=== Section Start ===
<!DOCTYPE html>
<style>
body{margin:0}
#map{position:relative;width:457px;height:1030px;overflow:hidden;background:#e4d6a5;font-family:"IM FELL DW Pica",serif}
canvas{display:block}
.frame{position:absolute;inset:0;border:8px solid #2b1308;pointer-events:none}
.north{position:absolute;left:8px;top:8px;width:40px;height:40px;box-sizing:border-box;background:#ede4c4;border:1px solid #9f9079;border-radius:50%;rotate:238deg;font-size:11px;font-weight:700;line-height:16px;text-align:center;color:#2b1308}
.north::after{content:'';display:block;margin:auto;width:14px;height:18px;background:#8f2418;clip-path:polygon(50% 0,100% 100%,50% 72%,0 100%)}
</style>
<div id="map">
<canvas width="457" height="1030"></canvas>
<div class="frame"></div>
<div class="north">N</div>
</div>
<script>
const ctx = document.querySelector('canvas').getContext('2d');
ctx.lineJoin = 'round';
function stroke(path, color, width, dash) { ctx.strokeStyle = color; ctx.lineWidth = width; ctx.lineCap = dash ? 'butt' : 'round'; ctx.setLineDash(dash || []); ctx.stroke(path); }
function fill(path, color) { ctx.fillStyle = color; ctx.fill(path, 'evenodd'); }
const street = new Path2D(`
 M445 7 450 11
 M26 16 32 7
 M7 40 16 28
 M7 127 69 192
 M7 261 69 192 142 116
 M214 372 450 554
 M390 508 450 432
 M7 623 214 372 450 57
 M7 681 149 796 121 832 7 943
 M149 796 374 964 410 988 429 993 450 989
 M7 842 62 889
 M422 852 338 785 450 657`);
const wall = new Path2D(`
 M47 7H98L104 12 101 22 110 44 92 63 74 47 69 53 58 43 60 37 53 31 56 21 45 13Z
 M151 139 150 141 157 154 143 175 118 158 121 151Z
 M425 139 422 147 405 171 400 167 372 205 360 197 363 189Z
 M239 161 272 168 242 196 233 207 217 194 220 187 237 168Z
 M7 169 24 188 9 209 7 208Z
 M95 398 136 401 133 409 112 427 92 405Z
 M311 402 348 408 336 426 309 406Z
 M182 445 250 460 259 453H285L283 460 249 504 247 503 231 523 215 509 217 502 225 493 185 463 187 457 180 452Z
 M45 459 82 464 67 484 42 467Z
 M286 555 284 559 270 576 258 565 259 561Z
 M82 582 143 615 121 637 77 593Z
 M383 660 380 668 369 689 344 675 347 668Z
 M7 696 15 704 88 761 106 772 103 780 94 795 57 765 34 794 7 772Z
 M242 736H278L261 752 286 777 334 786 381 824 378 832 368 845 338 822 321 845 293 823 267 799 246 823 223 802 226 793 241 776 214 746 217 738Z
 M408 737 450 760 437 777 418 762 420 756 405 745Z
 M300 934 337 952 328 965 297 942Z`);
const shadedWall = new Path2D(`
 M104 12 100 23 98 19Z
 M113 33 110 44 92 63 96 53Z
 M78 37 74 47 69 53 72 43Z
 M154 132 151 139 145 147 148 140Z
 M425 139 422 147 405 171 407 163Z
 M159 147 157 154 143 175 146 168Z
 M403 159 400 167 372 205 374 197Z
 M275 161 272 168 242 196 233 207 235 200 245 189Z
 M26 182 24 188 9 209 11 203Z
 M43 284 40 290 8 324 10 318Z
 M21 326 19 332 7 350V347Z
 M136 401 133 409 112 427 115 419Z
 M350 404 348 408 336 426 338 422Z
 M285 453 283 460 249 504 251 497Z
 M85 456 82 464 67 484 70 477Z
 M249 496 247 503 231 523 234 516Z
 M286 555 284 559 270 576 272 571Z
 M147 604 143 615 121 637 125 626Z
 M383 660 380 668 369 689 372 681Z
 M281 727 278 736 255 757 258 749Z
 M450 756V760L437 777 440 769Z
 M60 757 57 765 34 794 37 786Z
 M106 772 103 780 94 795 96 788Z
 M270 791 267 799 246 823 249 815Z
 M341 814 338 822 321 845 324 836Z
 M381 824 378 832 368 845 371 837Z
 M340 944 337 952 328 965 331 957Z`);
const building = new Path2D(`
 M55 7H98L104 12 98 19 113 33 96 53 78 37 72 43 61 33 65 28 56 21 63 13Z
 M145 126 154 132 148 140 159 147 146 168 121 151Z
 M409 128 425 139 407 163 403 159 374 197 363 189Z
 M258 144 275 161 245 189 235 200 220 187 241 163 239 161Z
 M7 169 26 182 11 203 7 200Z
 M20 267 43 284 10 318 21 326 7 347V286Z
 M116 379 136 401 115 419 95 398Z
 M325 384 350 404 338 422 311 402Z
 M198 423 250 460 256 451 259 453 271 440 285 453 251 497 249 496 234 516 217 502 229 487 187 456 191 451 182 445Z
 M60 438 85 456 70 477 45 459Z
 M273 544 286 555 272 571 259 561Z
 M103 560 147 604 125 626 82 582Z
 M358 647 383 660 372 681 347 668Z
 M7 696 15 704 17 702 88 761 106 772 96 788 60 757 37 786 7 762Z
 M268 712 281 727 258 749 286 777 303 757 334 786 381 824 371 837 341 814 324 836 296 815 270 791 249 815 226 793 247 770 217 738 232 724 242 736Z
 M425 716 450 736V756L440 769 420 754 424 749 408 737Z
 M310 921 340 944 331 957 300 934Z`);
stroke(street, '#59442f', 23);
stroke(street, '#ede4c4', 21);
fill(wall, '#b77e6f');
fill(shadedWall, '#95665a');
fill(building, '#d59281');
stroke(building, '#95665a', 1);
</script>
=== Section End ===
• _Task objective_: Could you count how many lines of the listing above contain the word "canvas" and give only that number?

• _Response_: 3